Output the lines from the top of the entries below to the line with "Quick job: Summarize", both included, exactly and without pictures.

- [Records for the exercise]:

------------------------------------

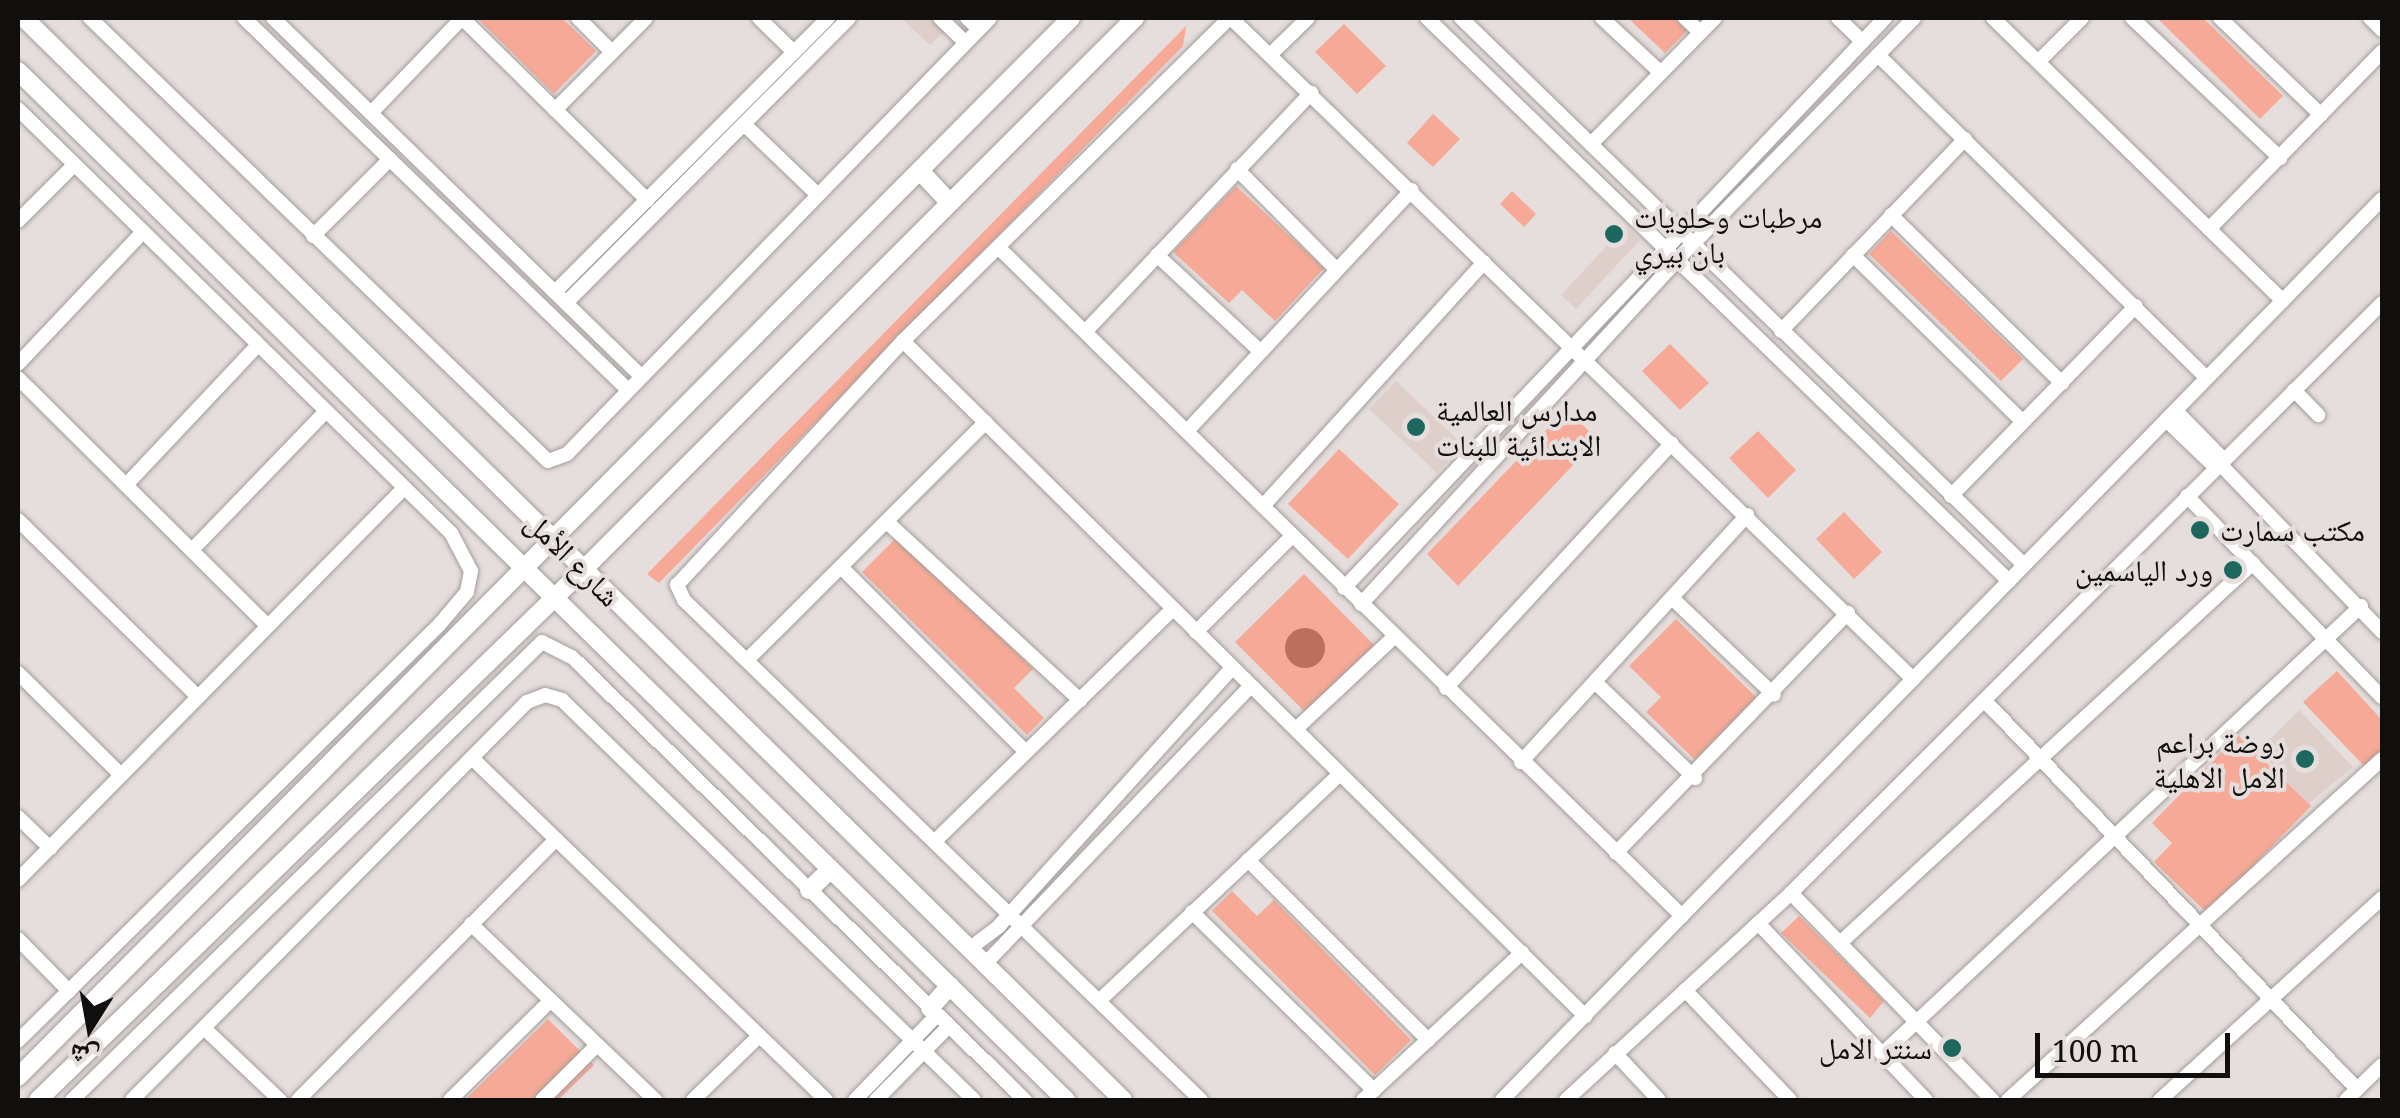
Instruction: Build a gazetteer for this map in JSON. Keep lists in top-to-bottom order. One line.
{"streets":{"main road":["شارع الأمل"]},"places":["مرطبات وحلويات بان بيري","مدارس العالمية الابتدائية للبنات","مكتب سمارت","ورد الياسمين","روضة براعم الامل الاهلية","سنتر الامل"],"scale_bar":"100 m","north":"bottom"}
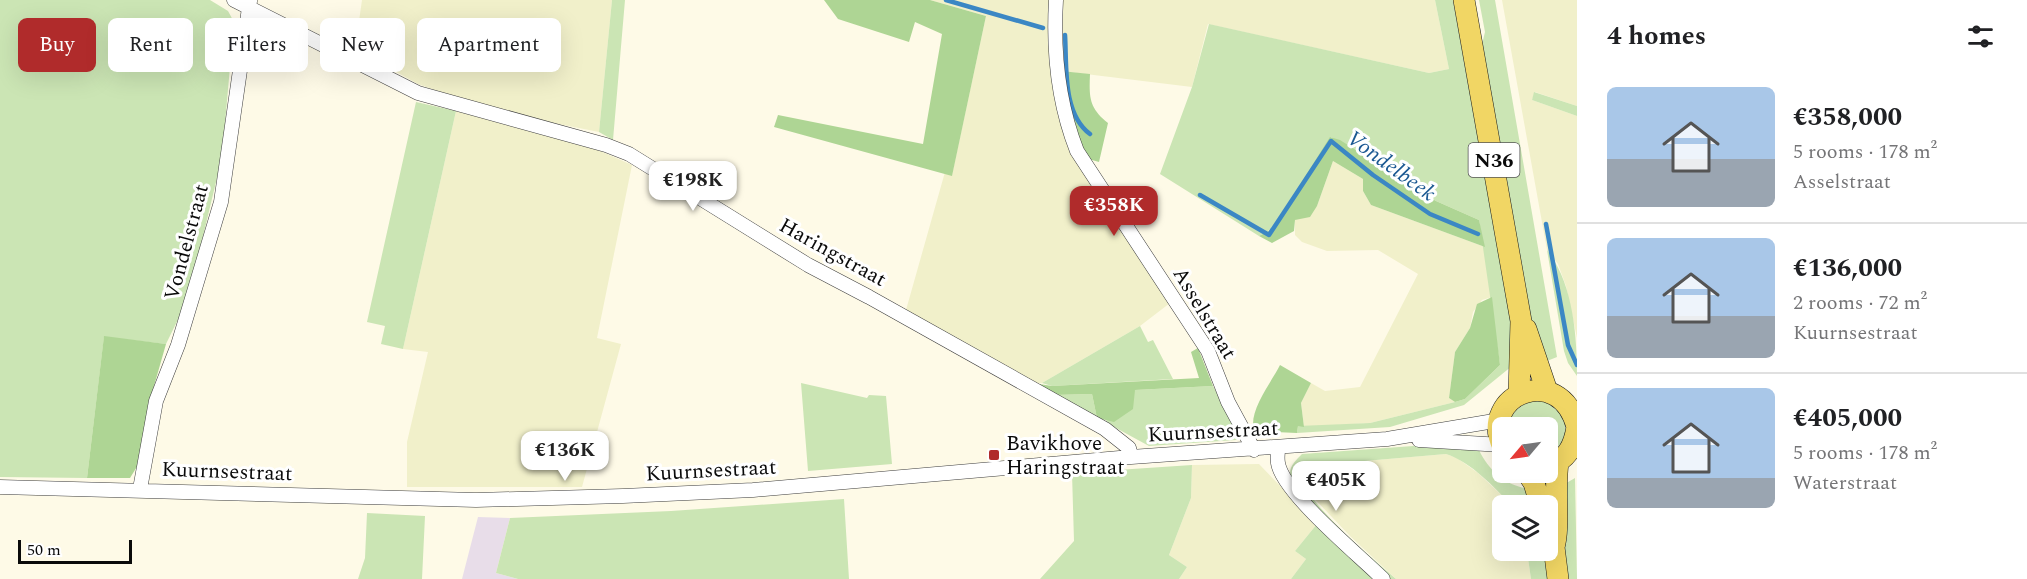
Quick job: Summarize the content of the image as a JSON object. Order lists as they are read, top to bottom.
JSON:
{
  "streets": {
    "main road": ["N36"],
    "street": [
      "Vondelstraat",
      "Haringstraat",
      "Asselstraat",
      "Kuurnsestraat"
    ]
  },
  "crossings": [
    ["Vondelstraat", "Haringstraat"],
    ["Vondelstraat", "Kuurnsestraat"],
    ["Haringstraat", "Kuurnsestraat"],
    ["Asselstraat", "Kuurnsestraat"]
  ],
  "water": ["Vondelbeek"],
  "places": {
    "transit": ["Bavikhove Haringstraat"]
  },
  "scale_bar": "50 m",
  "north": "bottom left",
  "page": {
    "heading": "4 homes",
    "chip": [
      "Buy",
      "Rent",
      "Filters",
      "New",
      "Apartment"
    ],
    "list": [
      {
        "name": "€358,000",
        "note": "5 rooms · 178 m² · Asselstraat"
      },
      {
        "name": "€136,000",
        "note": "2 rooms · 72 m² · Kuurnsestraat"
      },
      {
        "name": "€405,000",
        "note": "5 rooms · 178 m² · Waterstraat"
      }
    ],
    "price": [
      "€198K",
      "€358K",
      "€136K",
      "€405K"
    ],
    "scale": "50 m"
  }
}
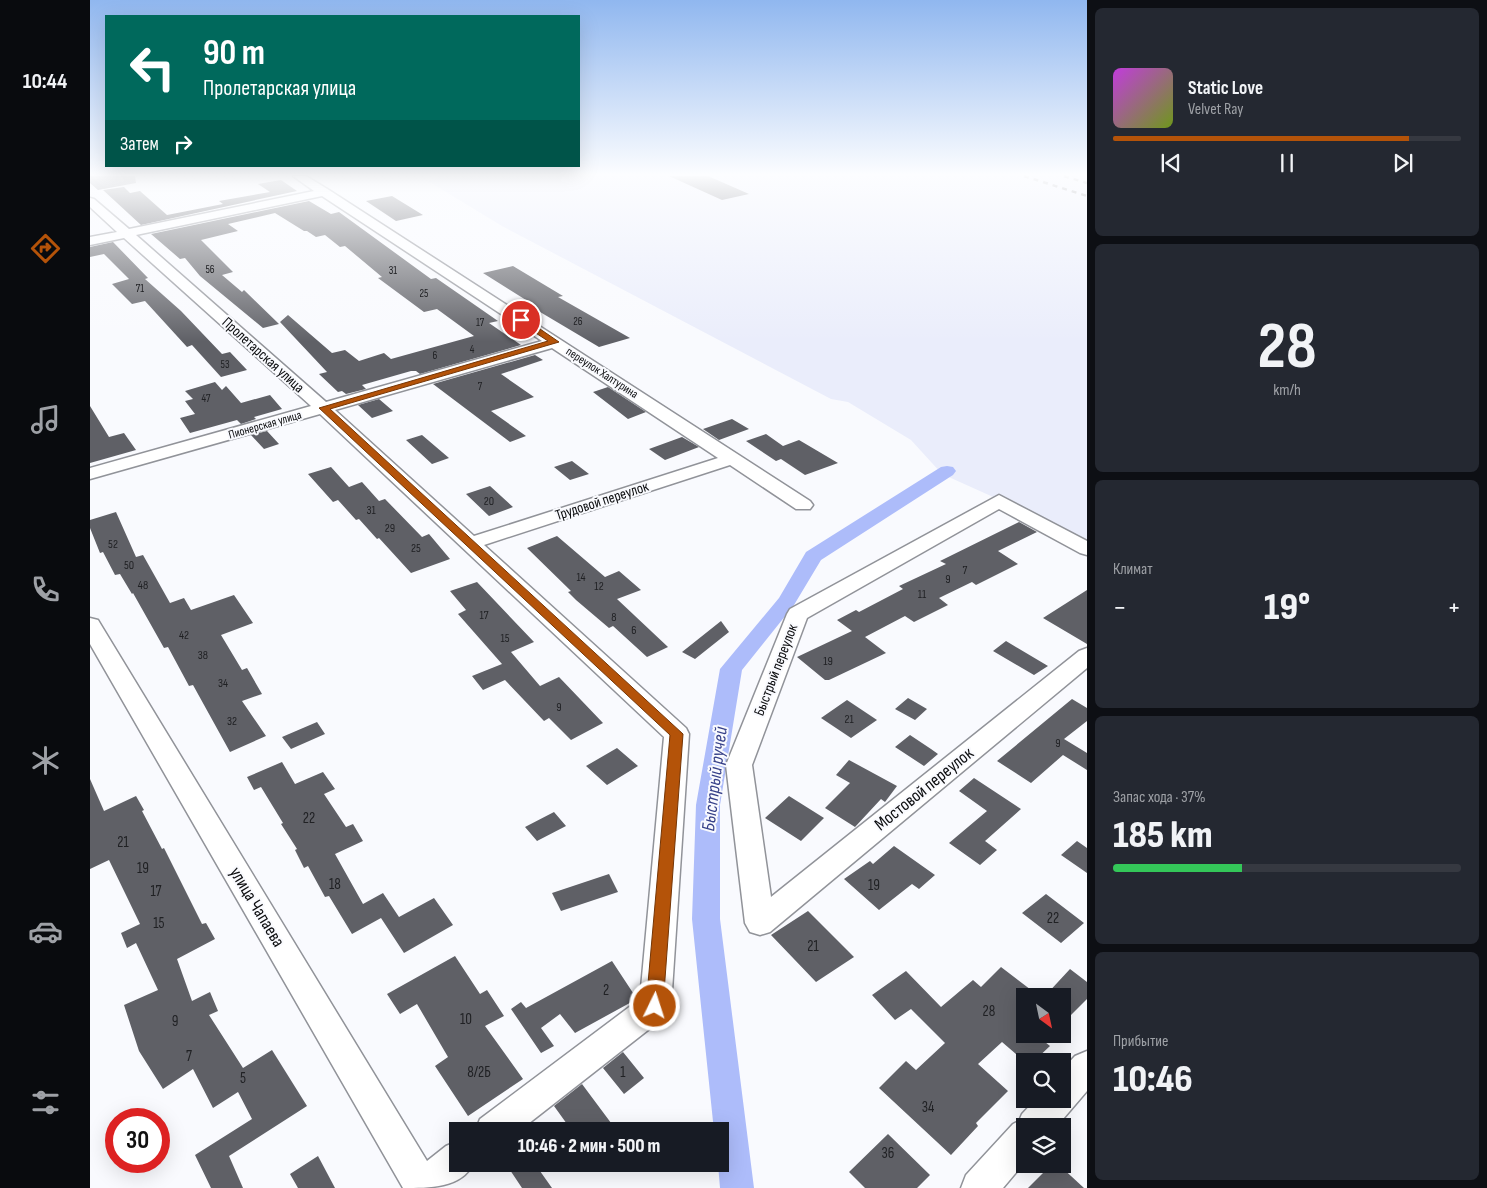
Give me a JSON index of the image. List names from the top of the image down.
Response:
{
  "streets": {
    "street": [
      "Пролетарская улица",
      "переулок Халтурина",
      "Пионерская улица",
      "Трудовой переулок",
      "Быстрый переулок",
      "Мостовой переулок",
      "улица Чапаева"
    ]
  },
  "crossings": [
    ["Пролетарская улица", "Пионерская улица"],
    ["Пролетарская улица", "Трудовой переулок"],
    ["переулок Халтурина", "Пионерская улица"],
    ["переулок Халтурина", "Трудовой переулок"],
    ["Быстрый переулок", "Мостовой переулок"]
  ],
  "water": ["Быстрый ручей"],
  "house_numbers": [
    "56",
    "31",
    "71",
    "25",
    "26",
    "17",
    "4",
    "6",
    "53",
    "7",
    "47",
    "20",
    "31",
    "29",
    "52",
    "25",
    "50",
    "7",
    "14",
    "9",
    "48",
    "12",
    "11",
    "17",
    "8",
    "6",
    "42",
    "15",
    "38",
    "19",
    "34",
    "9",
    "21",
    "32",
    "9",
    "22",
    "21",
    "19",
    "18",
    "19",
    "17",
    "22",
    "15",
    "21",
    "2",
    "28",
    "10",
    "9",
    "7",
    "8/2Б",
    "1",
    "5",
    "34",
    "36"
  ],
  "north": "bottom right",
  "page": {
    "tabs": "10:44",
    "turn": ["90 m", "Пролетарская улица"],
    "song": ["Static Love", "Velvet Ray"],
    "then": "Затем",
    "tile": [
      ["28", "km/h"],
      "Климат",
      ["Запас хода · 37%", "185 km"],
      ["Прибытие", "10:46"]
    ],
    "heat": ["−", "19°", "+"],
    "limit": "30",
    "trip": "10:46 · 2 мин · 500 m"
  }
}
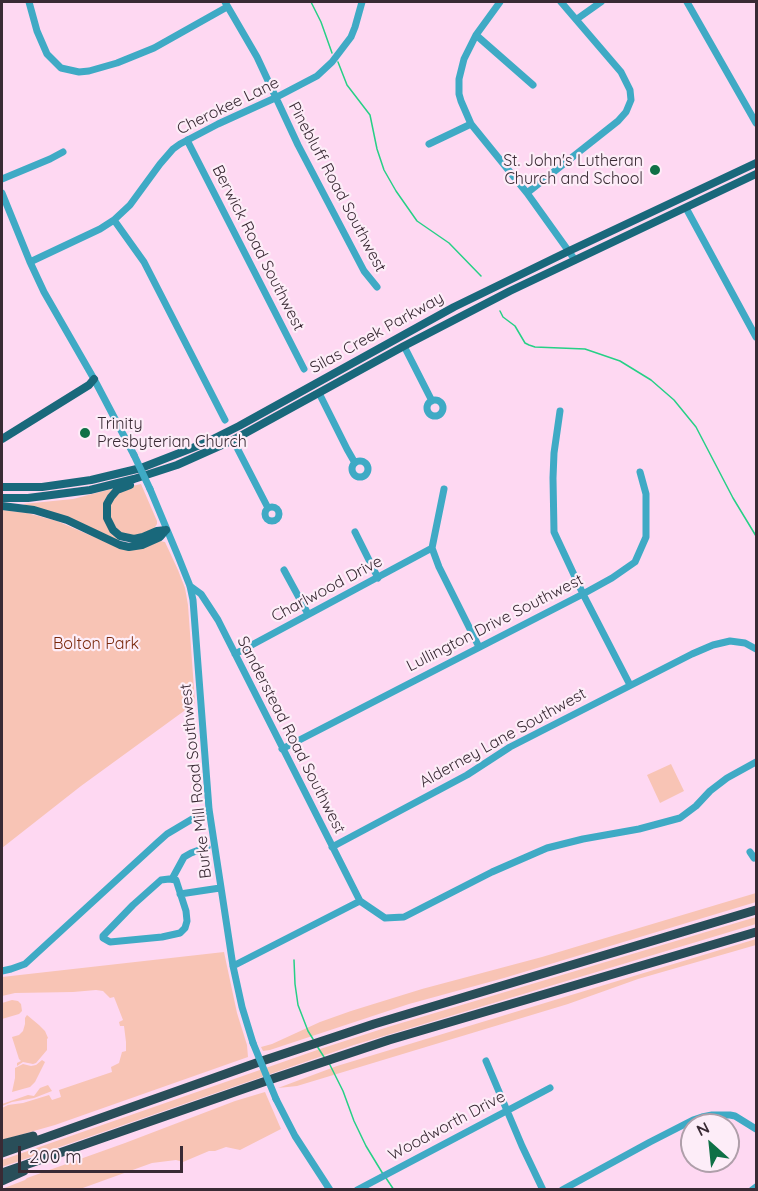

------------------------------------

- [Solution to this problem]:
Instruction: Build a gazetteer for this map in JSON. Keep lists in top-to-bottom order. One line.
{"streets":{"main road":["شارع الأمل"]},"places":["مرطبات وحلويات بان بيري","مدارس العالمية الابتدائية للبنات","مكتب سمارت","ورد الياسمين","روضة براعم الامل الاهلية","سنتر الامل"],"scale_bar":"100 m","north":"bottom"}
Quick job: Summarize the content of the image as a JSON object. Order lists as they are read, top to bottom.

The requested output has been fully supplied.